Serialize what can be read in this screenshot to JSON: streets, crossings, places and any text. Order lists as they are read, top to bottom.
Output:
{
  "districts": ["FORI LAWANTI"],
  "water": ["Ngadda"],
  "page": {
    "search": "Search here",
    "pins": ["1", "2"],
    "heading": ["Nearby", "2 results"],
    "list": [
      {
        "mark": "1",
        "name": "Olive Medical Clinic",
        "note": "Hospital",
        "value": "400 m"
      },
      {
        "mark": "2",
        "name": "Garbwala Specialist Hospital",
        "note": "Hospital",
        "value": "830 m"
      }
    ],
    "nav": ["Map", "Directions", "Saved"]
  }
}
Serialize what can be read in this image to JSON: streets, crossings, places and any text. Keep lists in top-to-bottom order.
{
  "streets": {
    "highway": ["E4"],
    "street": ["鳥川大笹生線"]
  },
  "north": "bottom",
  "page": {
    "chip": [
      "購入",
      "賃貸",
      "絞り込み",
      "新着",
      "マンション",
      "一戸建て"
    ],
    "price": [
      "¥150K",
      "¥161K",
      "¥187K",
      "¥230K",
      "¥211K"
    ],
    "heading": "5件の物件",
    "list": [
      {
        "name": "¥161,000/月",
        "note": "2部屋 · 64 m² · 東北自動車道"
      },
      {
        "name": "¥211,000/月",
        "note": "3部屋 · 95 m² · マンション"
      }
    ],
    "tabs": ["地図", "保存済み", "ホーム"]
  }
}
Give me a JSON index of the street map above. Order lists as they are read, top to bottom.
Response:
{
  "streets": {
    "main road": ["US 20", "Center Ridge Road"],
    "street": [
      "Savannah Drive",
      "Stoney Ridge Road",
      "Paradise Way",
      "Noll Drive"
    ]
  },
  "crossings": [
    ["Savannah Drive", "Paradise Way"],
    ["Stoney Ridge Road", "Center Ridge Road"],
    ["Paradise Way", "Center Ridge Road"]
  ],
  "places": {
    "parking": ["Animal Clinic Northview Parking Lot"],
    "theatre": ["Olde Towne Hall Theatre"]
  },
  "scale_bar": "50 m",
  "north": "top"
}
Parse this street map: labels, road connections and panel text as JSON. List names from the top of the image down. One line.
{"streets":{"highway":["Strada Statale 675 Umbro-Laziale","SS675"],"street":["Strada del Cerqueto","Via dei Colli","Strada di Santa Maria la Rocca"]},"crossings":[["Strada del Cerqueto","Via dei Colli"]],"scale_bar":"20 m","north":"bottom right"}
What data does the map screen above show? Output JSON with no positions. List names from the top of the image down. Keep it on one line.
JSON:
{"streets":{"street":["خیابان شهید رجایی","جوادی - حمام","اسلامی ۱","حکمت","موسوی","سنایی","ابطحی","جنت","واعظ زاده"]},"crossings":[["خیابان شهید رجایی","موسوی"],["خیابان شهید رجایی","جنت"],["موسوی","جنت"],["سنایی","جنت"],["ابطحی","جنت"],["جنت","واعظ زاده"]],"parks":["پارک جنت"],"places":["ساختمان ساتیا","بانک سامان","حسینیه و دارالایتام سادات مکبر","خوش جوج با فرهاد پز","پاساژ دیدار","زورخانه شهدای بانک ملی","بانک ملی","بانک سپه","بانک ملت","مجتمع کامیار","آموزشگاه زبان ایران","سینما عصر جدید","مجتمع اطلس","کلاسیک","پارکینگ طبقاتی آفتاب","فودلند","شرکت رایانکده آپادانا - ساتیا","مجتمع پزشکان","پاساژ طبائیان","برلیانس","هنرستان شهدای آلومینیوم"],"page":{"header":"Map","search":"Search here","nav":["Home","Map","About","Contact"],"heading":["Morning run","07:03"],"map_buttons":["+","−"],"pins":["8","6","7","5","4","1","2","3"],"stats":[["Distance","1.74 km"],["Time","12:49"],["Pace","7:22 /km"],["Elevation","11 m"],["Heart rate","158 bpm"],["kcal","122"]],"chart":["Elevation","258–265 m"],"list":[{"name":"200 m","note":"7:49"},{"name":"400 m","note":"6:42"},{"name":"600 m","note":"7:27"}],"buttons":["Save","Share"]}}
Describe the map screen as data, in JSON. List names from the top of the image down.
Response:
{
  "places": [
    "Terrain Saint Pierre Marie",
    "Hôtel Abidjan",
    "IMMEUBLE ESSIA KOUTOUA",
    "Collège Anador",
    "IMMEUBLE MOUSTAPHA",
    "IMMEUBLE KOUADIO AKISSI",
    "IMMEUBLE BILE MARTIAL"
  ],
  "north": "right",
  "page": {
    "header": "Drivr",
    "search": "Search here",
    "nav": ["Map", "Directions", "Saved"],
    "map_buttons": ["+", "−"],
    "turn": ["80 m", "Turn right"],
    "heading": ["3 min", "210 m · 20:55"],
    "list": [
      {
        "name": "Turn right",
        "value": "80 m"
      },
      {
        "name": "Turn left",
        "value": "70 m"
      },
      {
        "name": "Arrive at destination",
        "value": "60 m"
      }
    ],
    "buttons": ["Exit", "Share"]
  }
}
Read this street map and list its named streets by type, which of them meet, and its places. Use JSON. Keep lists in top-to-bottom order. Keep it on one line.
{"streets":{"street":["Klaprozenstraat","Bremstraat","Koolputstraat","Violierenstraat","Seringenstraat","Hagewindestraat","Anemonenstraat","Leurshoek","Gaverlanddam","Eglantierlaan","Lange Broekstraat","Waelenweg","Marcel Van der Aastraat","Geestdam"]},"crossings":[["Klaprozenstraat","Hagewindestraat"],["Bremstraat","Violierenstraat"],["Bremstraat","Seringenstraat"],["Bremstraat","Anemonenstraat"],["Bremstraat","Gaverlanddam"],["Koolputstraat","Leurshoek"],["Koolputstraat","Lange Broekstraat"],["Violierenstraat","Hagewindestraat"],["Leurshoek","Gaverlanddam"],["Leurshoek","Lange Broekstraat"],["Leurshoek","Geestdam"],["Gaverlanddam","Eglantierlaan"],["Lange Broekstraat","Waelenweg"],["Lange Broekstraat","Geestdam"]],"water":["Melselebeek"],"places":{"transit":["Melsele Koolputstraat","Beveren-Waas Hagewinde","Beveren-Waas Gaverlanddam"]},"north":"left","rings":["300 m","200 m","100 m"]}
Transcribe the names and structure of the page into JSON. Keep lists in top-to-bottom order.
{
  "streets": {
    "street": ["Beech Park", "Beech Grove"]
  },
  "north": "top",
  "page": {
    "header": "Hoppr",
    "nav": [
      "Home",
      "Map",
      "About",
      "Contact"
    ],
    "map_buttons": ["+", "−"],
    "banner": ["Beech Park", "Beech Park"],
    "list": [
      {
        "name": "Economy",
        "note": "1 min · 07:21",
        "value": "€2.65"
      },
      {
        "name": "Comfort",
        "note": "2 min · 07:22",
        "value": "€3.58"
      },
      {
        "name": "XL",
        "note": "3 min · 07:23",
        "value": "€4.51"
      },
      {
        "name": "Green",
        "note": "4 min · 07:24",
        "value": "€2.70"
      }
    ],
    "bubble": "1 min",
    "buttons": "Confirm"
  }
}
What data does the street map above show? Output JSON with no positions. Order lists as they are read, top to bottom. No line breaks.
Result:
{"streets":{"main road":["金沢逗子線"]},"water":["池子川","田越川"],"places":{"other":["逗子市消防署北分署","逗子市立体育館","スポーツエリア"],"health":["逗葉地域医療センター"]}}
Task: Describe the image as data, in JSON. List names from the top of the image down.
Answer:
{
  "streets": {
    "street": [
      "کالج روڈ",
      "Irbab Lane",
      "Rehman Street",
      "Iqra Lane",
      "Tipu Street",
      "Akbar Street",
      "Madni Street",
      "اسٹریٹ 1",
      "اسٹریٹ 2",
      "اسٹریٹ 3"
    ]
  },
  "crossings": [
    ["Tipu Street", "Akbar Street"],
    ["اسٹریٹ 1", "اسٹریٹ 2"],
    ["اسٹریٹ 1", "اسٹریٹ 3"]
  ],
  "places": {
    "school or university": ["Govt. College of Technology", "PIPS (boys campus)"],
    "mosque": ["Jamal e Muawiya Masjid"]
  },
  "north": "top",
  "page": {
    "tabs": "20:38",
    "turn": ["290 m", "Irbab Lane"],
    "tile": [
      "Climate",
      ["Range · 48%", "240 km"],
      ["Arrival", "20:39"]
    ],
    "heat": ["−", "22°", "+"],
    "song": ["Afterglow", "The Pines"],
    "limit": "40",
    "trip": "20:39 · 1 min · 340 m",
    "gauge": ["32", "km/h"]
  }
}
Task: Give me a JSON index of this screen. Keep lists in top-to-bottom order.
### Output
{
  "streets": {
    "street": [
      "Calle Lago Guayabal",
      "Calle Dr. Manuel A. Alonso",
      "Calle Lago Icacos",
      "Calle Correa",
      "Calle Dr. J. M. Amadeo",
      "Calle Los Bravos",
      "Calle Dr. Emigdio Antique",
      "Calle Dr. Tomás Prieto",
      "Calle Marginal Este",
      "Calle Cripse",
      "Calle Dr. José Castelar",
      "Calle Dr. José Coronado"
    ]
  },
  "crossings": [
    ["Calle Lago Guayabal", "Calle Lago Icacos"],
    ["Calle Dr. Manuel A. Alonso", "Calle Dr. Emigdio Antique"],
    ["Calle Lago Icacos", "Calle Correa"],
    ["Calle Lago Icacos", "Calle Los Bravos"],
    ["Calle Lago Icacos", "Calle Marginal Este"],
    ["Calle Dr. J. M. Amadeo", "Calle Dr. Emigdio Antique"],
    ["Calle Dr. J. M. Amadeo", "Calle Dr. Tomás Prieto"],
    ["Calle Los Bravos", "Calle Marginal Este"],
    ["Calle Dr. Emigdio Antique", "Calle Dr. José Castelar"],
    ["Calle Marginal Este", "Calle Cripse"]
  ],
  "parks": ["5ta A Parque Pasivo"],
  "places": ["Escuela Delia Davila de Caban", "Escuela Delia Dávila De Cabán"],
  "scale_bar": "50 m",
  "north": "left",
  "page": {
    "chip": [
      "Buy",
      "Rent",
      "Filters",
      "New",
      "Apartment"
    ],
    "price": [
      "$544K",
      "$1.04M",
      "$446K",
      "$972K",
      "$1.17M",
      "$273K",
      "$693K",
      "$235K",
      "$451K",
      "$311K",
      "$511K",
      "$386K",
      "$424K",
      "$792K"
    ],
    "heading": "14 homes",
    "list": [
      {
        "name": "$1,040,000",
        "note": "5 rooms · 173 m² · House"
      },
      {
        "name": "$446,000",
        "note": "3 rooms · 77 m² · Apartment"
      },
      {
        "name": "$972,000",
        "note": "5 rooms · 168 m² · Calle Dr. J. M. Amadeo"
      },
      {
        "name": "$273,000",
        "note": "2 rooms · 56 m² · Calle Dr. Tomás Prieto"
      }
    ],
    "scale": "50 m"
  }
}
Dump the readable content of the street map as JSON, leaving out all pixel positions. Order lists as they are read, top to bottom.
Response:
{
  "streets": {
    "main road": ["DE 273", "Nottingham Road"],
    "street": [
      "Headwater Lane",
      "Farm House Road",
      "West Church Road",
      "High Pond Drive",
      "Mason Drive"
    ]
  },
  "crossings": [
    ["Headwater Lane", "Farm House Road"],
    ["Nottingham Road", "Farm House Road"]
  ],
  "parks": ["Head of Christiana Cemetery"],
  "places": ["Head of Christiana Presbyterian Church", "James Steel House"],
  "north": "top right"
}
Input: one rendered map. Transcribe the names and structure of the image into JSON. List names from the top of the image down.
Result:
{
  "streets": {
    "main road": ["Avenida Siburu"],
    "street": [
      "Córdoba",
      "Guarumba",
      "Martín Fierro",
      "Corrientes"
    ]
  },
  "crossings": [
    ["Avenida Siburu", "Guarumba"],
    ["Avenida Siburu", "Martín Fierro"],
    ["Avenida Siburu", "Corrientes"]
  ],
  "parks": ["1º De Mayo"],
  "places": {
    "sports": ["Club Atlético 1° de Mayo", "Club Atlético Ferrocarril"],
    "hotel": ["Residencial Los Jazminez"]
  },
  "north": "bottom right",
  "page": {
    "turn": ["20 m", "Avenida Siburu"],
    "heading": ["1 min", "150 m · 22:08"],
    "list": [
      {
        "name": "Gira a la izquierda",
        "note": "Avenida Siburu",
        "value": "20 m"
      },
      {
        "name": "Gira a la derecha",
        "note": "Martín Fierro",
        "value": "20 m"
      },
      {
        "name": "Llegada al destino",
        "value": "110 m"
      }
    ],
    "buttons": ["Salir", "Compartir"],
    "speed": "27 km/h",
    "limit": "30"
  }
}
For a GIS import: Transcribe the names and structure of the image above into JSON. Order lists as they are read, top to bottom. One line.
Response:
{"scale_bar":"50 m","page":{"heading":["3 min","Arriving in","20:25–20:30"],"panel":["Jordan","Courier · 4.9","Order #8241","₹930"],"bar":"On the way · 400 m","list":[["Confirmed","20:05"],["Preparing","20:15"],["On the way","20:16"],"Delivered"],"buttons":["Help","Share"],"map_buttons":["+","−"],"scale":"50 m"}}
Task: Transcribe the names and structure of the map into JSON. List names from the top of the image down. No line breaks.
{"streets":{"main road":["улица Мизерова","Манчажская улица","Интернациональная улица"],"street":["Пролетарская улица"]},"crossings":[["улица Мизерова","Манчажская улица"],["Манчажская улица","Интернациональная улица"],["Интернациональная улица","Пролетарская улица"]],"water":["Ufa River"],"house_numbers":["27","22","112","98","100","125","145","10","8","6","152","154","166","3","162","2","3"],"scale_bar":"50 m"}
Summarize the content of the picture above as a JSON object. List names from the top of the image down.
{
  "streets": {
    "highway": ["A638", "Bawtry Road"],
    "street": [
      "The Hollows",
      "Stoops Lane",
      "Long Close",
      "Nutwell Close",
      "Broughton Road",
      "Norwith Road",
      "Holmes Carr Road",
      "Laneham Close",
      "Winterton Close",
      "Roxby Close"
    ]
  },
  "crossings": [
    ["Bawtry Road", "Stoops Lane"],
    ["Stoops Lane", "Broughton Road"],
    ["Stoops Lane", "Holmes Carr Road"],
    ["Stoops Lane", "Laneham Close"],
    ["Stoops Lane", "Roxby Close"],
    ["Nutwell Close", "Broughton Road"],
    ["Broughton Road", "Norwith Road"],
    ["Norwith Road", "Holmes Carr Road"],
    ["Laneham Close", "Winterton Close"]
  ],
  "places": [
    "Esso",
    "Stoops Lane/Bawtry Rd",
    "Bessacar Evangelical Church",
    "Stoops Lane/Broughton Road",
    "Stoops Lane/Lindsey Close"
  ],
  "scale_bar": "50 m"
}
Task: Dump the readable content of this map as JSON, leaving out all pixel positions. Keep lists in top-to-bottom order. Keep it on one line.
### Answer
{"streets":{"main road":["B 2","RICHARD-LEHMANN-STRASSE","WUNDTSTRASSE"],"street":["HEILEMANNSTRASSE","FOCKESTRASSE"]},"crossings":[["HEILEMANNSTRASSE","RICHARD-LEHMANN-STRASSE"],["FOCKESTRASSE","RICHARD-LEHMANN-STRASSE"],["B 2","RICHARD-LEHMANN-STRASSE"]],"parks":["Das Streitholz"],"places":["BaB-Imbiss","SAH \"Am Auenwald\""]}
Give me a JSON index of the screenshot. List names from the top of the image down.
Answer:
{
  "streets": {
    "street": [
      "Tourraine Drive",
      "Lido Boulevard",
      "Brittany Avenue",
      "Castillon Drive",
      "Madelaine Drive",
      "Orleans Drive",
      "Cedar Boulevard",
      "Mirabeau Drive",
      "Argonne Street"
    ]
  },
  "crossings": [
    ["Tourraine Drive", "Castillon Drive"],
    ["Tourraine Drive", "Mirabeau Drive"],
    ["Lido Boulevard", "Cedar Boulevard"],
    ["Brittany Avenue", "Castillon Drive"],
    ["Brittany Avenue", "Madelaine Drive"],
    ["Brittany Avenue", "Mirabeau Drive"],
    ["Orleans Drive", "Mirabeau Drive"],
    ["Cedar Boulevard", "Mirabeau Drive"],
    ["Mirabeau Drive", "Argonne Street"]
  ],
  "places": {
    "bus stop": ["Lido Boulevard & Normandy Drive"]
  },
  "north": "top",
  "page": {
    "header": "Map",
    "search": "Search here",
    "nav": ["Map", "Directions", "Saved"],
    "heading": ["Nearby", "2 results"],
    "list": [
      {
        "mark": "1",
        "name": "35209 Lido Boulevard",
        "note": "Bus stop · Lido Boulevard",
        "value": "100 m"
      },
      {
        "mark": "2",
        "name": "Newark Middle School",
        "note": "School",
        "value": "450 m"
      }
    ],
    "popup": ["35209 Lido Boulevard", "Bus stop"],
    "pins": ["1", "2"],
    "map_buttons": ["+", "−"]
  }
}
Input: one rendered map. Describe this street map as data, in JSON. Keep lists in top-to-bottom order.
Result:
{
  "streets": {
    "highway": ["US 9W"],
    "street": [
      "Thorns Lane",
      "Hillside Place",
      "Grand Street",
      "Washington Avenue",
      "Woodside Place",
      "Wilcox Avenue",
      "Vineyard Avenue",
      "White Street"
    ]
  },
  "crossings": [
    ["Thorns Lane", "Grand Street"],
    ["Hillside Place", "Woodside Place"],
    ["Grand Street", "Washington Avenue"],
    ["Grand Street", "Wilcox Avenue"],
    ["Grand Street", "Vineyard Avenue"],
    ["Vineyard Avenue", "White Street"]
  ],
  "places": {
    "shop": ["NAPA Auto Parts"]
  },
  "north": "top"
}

--------------------------------

## Try it
The answer should contain nothing except the lines from the one with "Input: one rendered map. Describe" to the end of the material above, each given again exactly.

## Your solution
Input: one rendered map. Describe this street map as data, in JSON. Keep lists in top-to-bottom order.
Result:
{
  "streets": {
    "highway": ["US 9W"],
    "street": [
      "Thorns Lane",
      "Hillside Place",
      "Grand Street",
      "Washington Avenue",
      "Woodside Place",
      "Wilcox Avenue",
      "Vineyard Avenue",
      "White Street"
    ]
  },
  "crossings": [
    ["Thorns Lane", "Grand Street"],
    ["Hillside Place", "Woodside Place"],
    ["Grand Street", "Washington Avenue"],
    ["Grand Street", "Wilcox Avenue"],
    ["Grand Street", "Vineyard Avenue"],
    ["Vineyard Avenue", "White Street"]
  ],
  "places": {
    "shop": ["NAPA Auto Parts"]
  },
  "north": "top"
}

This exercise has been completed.